また、子どもについて「いる」「できた」「ほしい」という語りの多さに比べ、「いない」「できない」「ほしくない」という状態の声は、あまり声高に語ってはいけないように思われている風潮に対し、疑問を投げかけている。

本書では、子どもを「いる」「できた」「ほしい」という立ち位置が「普通」であり、それ以外の立ち位置をイレギュラーとして扱う姿勢そのものを疑問視している。

結婚したら「子どもはいつ?」と聞かれ、子どもがいなければ、「なぜ?」と問われ、「いまはほしくなくても、将来後悔するかもしれないよ」と軽い脅し受けることは珍しくもないが、結婚して子どもを持った夫婦に対し、「なんで子どもを持とうと思ったの?」「子どもを持つなんて将来後悔するかもよ?」と言ってくる人はほとんどいない。

同時に、子どもを産み、育てることがかけがえのない素晴らしい経験であることは頻繁に語られるが、子どもを産み、育てたことを後悔した経験はあまり語られない。昨年、日本でも翻訳出版された『母親になって後悔してる』(オルナ・ドーナト著 新潮社)が話題を呼んだのは、世にも珍しい、母親になって後悔した人たちの率直なインタビューが綴られていたからだ。

なぜ、子どもができた、ほしい、子育ては素晴らしいという語りの多さに比べ、子どもができない、ほしくない、子育てに興味はない、という語りは少ないのか。そういった語りを抑圧しているのは誰なのだろうか。

「3人の子の母です。皆さまと同じ目線で考えます」

この原稿を書き始めたとき、すぐ近くで選挙カーが走っていた。「○○○○、○○○○でございます」と、人名を連呼したあとで「3人の子の母です。みなさまと同じ目線で、考えます」と続けている。

「3人の子の母」→「みなさまと同じ視線」とはどういうことか。「母」ゆえに、「みなさま」と同じ視線とはこれいかに。よくよく考えたら不思議な文章のつらなりだが、ごく自然に街に溶け込んでいる。
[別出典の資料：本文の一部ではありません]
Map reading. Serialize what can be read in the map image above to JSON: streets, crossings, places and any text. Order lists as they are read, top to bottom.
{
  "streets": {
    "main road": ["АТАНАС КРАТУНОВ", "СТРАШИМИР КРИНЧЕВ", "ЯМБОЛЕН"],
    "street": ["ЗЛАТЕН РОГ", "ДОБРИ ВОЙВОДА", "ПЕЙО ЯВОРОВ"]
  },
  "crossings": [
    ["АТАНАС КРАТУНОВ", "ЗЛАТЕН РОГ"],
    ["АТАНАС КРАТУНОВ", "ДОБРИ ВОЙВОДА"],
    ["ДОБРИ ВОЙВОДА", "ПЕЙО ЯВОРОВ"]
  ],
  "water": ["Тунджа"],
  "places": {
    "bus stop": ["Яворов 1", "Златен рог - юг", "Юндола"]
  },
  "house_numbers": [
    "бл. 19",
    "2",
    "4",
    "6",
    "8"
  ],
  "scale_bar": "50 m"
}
「○○○○、○○○○でございます。「独身で、子どもはいません。みなさまと同じ目線で、考えます」は不自然だと感じられても、「一児の父、母、そして政治家」という語りは疑問視されづらい。現実には「みなさま」のなかに、独身で子どもがいない人もたくさんいるにも関わらず。
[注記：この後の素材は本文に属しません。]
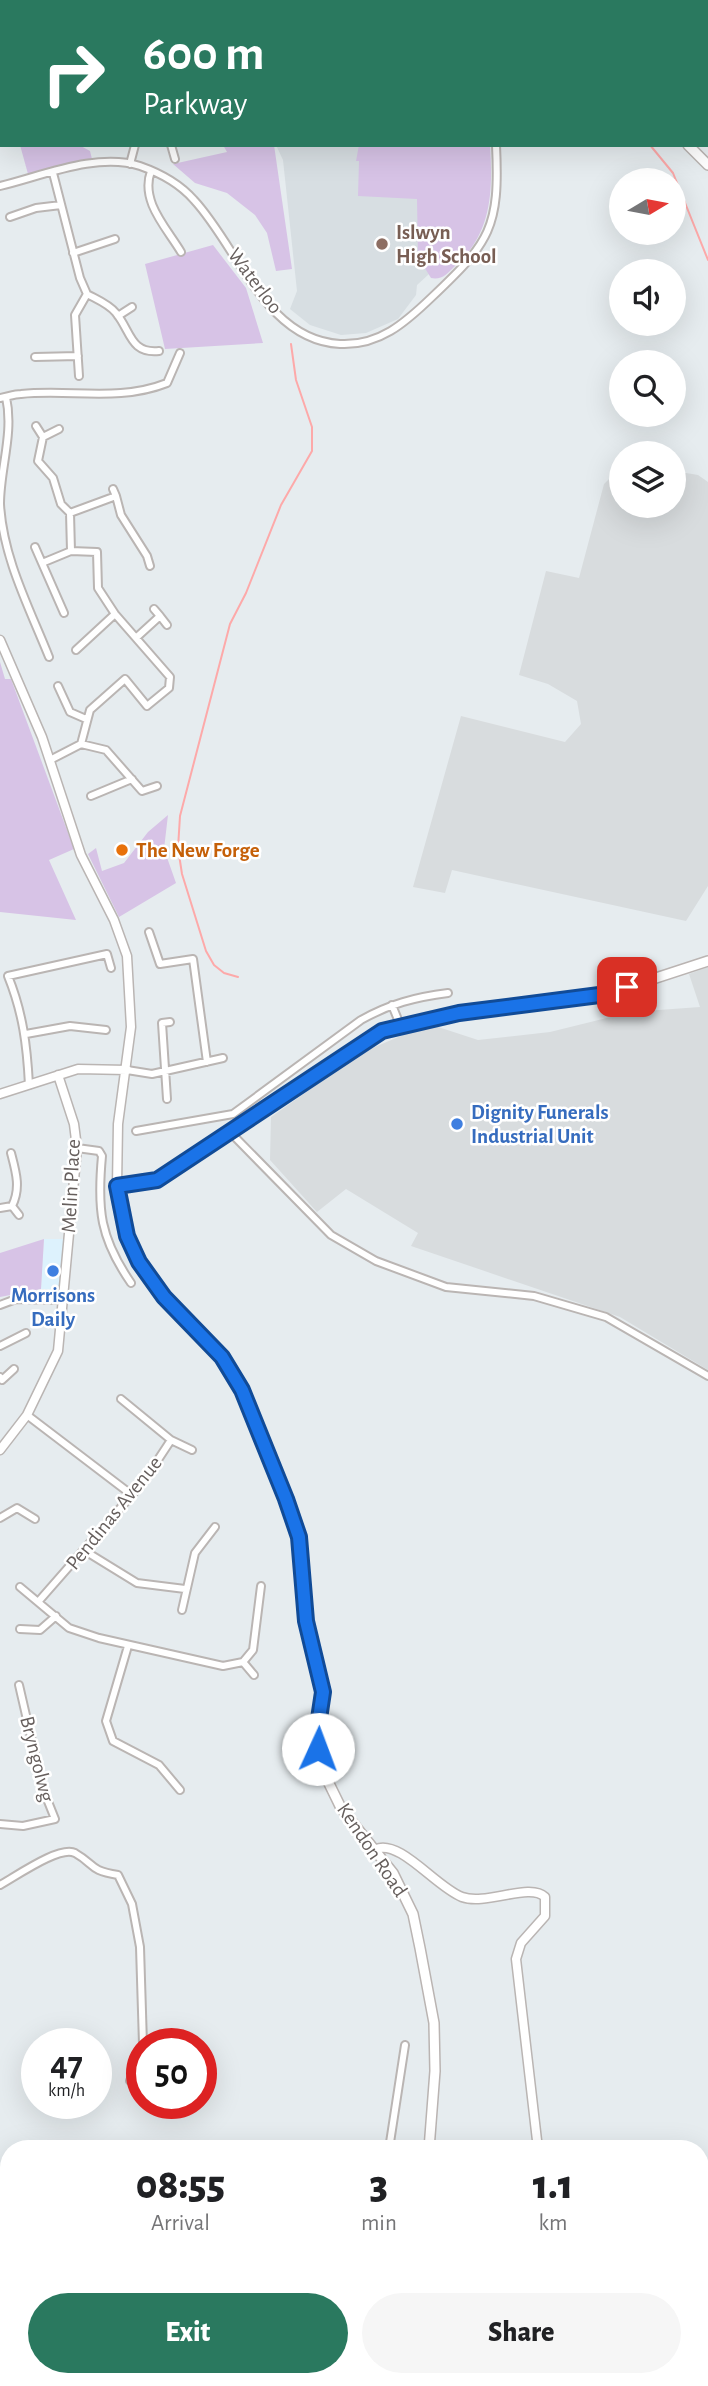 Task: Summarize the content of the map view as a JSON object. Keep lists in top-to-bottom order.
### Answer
{
  "streets": {
    "main road": ["Kendon Road"],
    "street": [
      "Waterloo",
      "Melin Place",
      "Pendinas Avenue",
      "Bryngolwg"
    ]
  },
  "places": [
    "Islwyn High School",
    "The New Forge",
    "Dignity Funerals Industrial Unit",
    "Morrisons Daily"
  ],
  "north": "right",
  "page": {
    "turn": ["600 m", "Parkway"],
    "speed": "47 km/h",
    "limit": "50",
    "eta": [
      "08:55",
      "Arrival",
      "3",
      "min",
      "1.1",
      "km"
    ],
    "buttons": ["Exit", "Share"]
  }
}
公人が父や母であることを声高に主張する要因のひとつには、やはり、「結婚している」「子どもがいる」ことが、「ちゃんとした人」というイメージと少なからず結びついているからだろう。

結婚や子育をしてこそ一人前、なんておおっぴらに言う人こそ少なくなってきているものの、結婚や子育てが、「人として成長する機会」だと捉えている人は珍しくない。「結婚したくない」「子どもがほしくない」ことを、ワガママだとか、未熟だとか、狭量だと考える人もいる。

誰が成熟しており、誰が未熟なのか

さらには、「少子化という問題はワガママ、未熟、狭量な女性が増えたせい」であると、子どもが少なくなった原因を、女性に背負わせようとしてくる風潮もある。

2022年には、自民党の桜田義孝氏が少子化をめぐり、「女性は無理して結婚しなくてもいいという人が増えている、嘆かわしいことですけども」「女性はもっと男性に寛大に」といった発言をした。育てやすい環境を整備する必要性にはふれず、とにかく無理してでも結婚して子どもを産んでほしい、という趣旨にとれる発言であり、批判を浴びた。
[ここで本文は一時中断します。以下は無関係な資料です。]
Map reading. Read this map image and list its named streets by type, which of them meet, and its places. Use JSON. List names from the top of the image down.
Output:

こういった考えを持つのは政治家だけではない。独身研究家を名乗るライターの荒川和久氏は、少子化の原因は、母が少なくなったこと、つまり「少母化」である、と述べている。母が少なくなったということは必然的に父も少なくなっているのが、荒川氏は「少父化」という言葉は使わない。まるで女性ひとりで子どもが産めるかのように、少子化の責任を女性に求める。日経COMEMOのnoteの中で荒川氏が執筆した記事に記載された、「結婚したお母さんたちだけに限れば、ちゃんと2人の子どもを産んでいる」という一文からは、子どもを2人産む女性を「ちゃんとしている」とする価値観がくっきりと見える。

2人子どもを産む女性がちゃんとしており、子どものいない女性や、ひとりしか子どもを産まない女性がちゃんとしていない、と考えるのは、ちゃんとした考え方なのだろうか。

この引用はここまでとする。